To put an end to this in Mississippi, Sen. Kevin Blackwell sponsored Senate Bill 2025, which would prohibit local governments from requiring a permit or license from a minor operating an occasional business—like a lemonade stand. The bill stresses the importance of entrepreneurship, a fair application of the law, and the learning experiences that these businesses provide children. Sixteen states have already passed a version of the lemonade stand bill.

The entrepreneurial spirit of Americans is central to our nation’s success. The willingness to take risks, to start your own company, or to sell a brand-new product is a trait as distinctly American as our pioneer spirit. Entrepreneurship offers people a path to a better life and has done so countless times in the past.

But we all benefit from entrepreneurship. It is through competition and the formation of new businesses that we continue to find new goods and services that better meet consumer needs. Some entrepreneurs create a new product through a technical or scientific breakthrough.

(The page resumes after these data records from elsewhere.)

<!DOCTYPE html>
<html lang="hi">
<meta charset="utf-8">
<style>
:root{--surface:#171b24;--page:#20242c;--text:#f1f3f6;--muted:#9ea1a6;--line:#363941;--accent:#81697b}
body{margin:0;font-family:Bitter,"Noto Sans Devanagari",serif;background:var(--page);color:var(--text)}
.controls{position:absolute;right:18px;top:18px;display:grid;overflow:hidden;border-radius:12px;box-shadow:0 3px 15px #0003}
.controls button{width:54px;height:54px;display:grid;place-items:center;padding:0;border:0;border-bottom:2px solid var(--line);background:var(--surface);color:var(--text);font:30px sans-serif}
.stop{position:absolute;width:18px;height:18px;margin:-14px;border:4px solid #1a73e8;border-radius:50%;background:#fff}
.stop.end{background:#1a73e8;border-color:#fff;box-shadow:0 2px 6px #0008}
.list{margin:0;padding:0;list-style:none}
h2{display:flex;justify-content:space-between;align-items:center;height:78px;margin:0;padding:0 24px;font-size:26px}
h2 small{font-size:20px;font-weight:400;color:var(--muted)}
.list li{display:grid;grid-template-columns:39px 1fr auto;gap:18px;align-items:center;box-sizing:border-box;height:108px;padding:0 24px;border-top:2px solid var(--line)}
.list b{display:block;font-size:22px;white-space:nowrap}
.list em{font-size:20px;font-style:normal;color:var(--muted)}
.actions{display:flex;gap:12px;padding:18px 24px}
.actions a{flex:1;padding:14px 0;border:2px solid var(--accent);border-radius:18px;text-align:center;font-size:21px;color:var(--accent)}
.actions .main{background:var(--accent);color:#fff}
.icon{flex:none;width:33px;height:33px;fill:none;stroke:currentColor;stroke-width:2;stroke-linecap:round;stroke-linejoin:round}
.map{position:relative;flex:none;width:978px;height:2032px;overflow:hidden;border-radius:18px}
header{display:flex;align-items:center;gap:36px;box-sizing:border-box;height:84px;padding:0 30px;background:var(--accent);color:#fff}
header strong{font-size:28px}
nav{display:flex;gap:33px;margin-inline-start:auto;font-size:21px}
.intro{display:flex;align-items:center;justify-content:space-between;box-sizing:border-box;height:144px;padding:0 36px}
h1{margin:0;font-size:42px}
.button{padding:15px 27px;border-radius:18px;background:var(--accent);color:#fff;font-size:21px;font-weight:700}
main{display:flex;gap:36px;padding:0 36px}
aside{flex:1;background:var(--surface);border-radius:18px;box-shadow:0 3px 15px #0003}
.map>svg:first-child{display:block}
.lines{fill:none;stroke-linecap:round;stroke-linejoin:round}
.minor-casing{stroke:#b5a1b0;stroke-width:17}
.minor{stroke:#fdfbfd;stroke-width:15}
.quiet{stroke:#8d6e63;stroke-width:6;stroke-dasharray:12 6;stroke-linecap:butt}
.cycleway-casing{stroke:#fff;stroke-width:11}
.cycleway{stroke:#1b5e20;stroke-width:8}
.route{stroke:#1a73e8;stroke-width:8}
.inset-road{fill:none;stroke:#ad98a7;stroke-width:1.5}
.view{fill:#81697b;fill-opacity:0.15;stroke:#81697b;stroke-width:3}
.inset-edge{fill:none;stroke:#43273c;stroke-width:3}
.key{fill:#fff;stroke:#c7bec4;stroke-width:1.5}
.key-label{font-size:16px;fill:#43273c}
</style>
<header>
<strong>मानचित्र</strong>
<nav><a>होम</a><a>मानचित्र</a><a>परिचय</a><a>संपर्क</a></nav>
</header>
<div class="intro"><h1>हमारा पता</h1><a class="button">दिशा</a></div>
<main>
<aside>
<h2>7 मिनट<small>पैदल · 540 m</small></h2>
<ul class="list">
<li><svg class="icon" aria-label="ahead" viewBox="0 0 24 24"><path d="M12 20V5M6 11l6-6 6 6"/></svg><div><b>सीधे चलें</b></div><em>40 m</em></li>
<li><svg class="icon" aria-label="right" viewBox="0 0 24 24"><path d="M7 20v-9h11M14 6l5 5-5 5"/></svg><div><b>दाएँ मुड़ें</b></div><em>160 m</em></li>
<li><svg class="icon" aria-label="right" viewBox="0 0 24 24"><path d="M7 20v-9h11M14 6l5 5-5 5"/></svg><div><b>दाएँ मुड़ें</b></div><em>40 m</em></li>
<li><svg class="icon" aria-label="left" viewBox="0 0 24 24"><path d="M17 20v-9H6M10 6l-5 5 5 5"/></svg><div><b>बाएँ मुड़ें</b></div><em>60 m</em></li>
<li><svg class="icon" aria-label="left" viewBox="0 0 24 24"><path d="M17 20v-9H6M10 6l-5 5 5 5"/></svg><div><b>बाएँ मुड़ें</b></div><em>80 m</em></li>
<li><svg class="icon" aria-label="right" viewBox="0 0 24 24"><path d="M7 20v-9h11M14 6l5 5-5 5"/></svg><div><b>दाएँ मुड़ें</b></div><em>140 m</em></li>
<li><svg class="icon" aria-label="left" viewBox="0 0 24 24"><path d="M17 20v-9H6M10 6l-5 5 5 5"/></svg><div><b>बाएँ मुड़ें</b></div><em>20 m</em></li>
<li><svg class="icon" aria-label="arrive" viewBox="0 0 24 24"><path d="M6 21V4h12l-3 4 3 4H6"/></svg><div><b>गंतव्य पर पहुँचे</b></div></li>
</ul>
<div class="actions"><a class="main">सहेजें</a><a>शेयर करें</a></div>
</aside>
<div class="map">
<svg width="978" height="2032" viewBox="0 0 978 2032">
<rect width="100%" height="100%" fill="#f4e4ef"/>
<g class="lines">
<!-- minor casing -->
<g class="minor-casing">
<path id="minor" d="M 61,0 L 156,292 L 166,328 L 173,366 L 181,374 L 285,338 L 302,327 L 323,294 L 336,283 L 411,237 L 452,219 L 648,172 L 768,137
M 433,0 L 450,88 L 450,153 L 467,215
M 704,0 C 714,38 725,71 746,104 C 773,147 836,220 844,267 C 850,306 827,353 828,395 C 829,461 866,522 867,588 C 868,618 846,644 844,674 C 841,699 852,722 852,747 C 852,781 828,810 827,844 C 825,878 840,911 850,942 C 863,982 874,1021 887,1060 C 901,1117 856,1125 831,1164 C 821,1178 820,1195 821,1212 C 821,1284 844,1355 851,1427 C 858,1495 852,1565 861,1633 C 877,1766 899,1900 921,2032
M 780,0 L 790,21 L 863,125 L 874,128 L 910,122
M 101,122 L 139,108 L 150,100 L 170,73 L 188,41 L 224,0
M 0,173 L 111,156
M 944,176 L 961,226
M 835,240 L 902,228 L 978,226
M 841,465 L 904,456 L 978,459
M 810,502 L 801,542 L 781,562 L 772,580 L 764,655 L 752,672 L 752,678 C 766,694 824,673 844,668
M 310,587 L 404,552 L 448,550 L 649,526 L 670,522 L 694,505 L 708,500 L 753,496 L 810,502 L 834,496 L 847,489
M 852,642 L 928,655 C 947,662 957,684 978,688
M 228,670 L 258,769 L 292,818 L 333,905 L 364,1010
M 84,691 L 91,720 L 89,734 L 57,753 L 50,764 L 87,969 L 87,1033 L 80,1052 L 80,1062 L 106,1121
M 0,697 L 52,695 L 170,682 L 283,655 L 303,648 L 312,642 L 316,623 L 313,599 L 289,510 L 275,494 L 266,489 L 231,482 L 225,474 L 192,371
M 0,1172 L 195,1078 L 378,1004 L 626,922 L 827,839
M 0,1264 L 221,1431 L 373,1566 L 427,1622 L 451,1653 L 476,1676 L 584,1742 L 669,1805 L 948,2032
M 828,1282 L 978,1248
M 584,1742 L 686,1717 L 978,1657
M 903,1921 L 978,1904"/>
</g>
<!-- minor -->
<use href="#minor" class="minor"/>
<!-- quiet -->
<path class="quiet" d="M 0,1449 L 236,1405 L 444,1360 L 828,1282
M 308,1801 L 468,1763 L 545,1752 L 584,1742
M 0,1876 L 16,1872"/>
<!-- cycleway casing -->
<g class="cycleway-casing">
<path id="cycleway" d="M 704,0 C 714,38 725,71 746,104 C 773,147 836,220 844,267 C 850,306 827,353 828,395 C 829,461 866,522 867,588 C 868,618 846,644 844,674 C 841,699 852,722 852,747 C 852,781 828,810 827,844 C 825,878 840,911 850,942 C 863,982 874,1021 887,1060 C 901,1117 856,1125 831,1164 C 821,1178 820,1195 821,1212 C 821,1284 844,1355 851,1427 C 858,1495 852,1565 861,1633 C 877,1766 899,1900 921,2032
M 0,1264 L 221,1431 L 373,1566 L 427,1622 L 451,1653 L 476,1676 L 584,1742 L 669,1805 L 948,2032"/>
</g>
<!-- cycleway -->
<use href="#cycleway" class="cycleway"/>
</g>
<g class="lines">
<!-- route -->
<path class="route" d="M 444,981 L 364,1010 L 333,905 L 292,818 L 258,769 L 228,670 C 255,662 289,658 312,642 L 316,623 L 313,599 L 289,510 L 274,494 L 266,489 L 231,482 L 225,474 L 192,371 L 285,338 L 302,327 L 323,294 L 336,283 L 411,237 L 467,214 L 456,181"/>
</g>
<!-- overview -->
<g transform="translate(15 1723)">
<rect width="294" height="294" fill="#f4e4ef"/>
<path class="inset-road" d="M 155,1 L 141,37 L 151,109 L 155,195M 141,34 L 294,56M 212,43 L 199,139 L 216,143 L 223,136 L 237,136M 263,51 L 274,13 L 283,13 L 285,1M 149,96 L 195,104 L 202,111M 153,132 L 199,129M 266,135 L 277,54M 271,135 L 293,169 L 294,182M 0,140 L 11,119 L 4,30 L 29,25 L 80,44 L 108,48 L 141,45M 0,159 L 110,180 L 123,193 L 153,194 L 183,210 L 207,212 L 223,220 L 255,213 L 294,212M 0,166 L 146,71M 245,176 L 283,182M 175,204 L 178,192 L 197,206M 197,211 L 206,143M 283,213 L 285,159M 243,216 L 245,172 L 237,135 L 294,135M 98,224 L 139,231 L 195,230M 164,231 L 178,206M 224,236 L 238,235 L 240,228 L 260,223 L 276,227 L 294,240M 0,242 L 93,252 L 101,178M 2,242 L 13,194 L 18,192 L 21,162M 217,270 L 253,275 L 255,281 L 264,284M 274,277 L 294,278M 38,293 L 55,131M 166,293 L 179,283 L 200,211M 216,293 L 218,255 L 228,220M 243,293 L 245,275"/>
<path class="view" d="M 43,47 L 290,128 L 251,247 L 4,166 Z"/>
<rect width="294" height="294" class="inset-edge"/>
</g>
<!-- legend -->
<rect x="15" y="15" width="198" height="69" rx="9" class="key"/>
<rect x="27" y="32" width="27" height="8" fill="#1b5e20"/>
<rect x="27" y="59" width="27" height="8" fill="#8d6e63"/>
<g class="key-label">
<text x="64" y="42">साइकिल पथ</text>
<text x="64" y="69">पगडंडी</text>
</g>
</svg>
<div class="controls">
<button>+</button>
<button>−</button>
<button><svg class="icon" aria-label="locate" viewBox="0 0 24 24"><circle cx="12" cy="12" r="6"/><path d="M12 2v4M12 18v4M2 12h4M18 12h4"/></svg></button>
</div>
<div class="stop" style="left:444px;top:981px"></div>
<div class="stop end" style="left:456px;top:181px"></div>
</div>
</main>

Some discover new ways to meet consumer needs. Others create better ways of managing a business. These build over time, improving the standard of living for society.

So much of our children’s lives today are structured. But operating a lemonade stand on a warm summer day is a chance for kids to experiment and learn about entrepreneurship and running a business for themselves. The first time a thirsty passerby gives the young business owner a dollar and takes their cup of lemonade, their thank you provides an important lesson: finding ways to meet consumer needs will make both parties better off. We should remove roadblocks to encourage these life lessons at an early age to prepare the entrepreneurs of the future.

It may be a frosty January day today, but SB 2025 will help refresh us this summer and give our kids an opportunity to learn about businesses.